====== Data listing

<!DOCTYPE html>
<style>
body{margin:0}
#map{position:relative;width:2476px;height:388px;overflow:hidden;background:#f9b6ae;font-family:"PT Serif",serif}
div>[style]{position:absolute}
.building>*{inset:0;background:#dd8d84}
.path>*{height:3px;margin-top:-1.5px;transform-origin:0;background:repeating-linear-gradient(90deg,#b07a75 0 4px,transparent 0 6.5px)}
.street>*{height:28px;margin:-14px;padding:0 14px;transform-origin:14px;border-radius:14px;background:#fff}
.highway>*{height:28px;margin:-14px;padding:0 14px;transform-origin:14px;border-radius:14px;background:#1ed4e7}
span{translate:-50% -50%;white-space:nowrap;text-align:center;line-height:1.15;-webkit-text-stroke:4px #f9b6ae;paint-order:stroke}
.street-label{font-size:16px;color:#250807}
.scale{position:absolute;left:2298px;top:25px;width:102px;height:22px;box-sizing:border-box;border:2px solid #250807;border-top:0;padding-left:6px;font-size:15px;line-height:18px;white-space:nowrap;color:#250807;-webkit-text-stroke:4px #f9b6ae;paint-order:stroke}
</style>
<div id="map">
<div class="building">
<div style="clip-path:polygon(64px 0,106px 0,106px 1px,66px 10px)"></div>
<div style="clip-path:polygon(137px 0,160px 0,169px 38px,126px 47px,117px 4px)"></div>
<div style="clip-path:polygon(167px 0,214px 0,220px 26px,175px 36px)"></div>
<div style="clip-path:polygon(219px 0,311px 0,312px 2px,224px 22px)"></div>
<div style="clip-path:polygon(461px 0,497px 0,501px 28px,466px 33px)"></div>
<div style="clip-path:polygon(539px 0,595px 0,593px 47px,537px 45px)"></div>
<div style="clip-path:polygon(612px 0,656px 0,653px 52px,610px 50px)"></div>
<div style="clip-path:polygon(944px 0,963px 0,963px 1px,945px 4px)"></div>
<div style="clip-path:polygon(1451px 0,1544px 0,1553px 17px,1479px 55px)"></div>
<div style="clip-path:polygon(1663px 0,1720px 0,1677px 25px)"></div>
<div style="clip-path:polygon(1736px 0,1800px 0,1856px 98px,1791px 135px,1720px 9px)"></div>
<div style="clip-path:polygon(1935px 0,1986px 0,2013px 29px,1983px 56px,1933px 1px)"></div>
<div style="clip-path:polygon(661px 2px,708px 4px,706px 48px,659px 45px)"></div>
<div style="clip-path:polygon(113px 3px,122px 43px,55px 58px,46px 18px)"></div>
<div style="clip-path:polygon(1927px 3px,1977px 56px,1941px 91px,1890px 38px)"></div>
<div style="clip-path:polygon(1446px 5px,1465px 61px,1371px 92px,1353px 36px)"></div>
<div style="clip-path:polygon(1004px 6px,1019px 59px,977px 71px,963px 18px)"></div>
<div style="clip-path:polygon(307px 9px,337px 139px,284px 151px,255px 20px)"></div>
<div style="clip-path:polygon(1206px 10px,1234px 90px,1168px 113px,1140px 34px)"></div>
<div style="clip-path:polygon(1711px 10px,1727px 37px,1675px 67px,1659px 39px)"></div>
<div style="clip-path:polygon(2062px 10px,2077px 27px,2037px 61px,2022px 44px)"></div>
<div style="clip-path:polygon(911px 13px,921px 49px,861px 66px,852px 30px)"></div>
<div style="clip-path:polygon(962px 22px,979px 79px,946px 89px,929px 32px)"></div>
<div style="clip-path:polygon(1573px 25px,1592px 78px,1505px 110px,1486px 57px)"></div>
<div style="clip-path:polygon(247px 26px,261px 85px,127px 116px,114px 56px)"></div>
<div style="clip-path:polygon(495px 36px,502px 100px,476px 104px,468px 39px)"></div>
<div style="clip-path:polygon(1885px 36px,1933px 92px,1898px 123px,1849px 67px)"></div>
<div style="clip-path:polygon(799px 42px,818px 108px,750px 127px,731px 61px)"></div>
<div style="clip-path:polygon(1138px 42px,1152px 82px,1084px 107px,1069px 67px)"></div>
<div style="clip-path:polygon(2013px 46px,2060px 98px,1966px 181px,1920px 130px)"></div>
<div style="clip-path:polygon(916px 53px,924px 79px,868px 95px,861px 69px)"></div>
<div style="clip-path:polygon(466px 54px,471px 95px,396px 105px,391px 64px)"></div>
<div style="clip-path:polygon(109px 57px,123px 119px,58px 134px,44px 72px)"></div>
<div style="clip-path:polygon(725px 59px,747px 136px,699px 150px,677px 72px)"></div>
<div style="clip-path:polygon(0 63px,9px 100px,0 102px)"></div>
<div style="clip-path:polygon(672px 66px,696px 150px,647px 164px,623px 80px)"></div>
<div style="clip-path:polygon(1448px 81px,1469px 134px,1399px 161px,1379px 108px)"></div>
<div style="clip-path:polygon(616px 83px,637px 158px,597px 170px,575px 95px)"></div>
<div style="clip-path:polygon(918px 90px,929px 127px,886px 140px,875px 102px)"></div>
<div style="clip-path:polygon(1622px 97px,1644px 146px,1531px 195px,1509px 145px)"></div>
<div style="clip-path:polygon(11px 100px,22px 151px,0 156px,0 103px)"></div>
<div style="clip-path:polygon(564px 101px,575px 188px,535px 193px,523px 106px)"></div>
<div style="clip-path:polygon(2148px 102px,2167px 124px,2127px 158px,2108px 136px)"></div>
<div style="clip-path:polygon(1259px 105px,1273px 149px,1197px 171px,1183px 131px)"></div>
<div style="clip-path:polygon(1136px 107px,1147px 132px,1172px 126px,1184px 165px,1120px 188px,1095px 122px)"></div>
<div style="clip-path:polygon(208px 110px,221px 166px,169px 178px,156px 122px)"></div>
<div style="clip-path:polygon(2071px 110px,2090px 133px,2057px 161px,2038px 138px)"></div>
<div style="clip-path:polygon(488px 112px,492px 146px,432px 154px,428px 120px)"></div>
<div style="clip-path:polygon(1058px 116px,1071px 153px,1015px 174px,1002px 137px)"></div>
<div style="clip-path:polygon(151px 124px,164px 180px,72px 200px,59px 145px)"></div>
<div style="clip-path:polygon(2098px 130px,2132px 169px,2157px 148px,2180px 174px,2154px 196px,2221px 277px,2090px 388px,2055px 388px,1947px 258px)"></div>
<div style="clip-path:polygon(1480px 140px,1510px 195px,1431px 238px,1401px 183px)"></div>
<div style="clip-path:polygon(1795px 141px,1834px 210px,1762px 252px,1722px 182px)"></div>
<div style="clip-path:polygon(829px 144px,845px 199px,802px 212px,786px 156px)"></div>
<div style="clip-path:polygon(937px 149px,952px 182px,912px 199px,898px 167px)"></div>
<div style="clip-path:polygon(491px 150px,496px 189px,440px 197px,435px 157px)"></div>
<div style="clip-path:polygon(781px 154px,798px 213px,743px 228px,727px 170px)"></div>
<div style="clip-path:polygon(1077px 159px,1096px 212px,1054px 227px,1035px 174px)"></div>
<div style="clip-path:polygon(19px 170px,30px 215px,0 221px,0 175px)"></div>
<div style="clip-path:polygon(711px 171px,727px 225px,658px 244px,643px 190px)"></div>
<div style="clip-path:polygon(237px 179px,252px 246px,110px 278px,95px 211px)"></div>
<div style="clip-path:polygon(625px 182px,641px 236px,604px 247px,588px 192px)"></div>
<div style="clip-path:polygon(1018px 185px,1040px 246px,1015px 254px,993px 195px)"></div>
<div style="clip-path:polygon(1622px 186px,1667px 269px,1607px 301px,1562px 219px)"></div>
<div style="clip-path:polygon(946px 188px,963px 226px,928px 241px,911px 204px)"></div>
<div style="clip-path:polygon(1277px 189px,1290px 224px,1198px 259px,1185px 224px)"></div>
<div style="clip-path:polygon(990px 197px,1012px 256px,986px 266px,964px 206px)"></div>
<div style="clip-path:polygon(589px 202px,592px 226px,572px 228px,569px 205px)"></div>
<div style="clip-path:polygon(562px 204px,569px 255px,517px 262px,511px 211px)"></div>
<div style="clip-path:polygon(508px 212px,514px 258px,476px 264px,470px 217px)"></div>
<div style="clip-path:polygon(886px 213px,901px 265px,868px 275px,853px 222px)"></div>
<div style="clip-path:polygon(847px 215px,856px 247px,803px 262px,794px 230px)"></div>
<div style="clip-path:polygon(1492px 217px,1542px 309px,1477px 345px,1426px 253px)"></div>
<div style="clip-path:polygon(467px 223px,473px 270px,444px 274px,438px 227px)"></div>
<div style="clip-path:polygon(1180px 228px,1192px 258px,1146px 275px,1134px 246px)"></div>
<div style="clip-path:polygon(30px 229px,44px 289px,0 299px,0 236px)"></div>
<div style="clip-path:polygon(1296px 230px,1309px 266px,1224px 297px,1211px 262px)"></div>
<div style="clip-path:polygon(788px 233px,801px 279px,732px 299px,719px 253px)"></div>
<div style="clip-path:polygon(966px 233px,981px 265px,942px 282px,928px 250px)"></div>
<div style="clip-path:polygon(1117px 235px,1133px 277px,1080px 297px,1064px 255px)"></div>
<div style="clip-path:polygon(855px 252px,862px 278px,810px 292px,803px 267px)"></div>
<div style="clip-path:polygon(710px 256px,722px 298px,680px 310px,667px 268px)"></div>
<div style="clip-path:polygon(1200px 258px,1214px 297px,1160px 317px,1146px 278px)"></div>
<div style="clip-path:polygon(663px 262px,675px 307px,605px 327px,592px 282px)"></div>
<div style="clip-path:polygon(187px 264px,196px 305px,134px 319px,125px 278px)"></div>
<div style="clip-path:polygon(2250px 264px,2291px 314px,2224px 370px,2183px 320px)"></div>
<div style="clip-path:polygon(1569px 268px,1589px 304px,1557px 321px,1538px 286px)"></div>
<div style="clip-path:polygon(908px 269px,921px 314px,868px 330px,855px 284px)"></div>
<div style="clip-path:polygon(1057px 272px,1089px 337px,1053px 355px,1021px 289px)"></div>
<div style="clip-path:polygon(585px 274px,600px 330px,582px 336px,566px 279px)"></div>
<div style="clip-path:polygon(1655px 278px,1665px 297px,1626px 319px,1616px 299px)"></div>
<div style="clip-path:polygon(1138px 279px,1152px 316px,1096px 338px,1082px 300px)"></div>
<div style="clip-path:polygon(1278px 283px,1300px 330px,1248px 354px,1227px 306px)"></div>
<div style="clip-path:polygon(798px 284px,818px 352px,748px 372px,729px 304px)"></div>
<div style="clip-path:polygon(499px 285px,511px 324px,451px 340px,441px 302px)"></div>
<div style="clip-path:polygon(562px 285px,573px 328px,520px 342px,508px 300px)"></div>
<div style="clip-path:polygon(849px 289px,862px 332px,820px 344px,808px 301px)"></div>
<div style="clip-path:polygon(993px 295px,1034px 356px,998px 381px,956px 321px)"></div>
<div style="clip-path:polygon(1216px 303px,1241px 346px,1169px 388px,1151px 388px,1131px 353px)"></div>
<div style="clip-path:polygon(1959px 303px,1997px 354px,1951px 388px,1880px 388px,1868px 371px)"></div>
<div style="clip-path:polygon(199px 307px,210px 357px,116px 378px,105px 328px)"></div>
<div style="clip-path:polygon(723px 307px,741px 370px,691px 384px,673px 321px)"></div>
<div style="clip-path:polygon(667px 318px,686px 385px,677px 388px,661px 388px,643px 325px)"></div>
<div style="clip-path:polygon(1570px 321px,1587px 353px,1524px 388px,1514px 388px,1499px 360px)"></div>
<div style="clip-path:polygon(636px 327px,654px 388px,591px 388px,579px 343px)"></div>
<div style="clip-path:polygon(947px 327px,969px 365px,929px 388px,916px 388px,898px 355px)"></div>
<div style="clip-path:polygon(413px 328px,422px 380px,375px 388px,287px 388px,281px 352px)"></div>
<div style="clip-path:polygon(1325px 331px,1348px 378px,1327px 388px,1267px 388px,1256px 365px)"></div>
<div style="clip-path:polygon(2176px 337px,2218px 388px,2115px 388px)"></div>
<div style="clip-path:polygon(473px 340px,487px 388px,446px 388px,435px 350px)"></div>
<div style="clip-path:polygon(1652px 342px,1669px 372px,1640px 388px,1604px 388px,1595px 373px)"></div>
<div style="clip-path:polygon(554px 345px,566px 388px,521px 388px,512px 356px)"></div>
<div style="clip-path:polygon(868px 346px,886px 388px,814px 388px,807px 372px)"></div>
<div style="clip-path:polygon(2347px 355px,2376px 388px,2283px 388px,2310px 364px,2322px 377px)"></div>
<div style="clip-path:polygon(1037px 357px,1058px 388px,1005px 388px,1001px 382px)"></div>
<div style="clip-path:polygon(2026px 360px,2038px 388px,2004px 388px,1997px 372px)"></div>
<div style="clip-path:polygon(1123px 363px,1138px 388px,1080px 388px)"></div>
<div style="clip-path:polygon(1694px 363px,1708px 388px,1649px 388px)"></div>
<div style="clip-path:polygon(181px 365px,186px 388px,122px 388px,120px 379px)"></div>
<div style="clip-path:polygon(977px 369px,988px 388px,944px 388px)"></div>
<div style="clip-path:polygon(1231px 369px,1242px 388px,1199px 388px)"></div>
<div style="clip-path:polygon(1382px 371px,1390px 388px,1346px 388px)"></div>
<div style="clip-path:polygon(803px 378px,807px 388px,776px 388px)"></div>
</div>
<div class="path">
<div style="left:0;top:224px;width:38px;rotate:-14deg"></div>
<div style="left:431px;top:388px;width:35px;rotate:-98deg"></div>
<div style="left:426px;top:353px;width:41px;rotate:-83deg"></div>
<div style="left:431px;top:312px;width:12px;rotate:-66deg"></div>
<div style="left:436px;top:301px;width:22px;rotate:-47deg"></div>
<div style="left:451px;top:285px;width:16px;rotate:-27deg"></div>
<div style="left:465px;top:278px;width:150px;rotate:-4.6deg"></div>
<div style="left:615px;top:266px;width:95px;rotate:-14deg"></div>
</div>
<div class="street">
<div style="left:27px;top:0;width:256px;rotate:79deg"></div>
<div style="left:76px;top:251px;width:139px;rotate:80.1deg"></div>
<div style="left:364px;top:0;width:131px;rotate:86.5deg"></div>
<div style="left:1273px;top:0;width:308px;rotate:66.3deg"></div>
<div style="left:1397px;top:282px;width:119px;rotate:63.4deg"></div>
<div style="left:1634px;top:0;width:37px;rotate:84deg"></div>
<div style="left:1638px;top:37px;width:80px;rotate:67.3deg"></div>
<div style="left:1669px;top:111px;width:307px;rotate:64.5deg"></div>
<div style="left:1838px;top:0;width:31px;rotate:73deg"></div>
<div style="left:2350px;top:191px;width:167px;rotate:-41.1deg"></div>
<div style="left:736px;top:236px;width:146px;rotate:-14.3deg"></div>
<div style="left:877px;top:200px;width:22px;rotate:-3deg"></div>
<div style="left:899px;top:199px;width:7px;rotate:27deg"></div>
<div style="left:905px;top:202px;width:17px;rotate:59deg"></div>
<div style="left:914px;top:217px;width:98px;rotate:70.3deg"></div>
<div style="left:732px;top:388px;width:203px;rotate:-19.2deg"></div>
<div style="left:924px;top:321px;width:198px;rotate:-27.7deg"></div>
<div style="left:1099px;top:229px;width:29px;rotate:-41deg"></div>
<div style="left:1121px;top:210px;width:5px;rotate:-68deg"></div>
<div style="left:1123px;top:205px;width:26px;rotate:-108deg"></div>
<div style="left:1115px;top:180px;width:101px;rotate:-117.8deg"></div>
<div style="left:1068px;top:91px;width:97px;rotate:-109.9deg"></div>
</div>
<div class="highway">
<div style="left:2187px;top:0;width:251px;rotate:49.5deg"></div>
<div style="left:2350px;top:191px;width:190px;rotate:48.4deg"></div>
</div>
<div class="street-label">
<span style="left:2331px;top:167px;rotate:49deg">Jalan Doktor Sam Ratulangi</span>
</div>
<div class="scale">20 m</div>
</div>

============

- Your task -
Answer with an exact copy of the lines from the one containing "Doktor Sam Ratulangi</span>" through the end of the entries above, leaving out everything before.

- Response -
<span style="left:2331px;top:167px;rotate:49deg">Jalan Doktor Sam Ratulangi</span>
</div>
<div class="scale">20 m</div>
</div>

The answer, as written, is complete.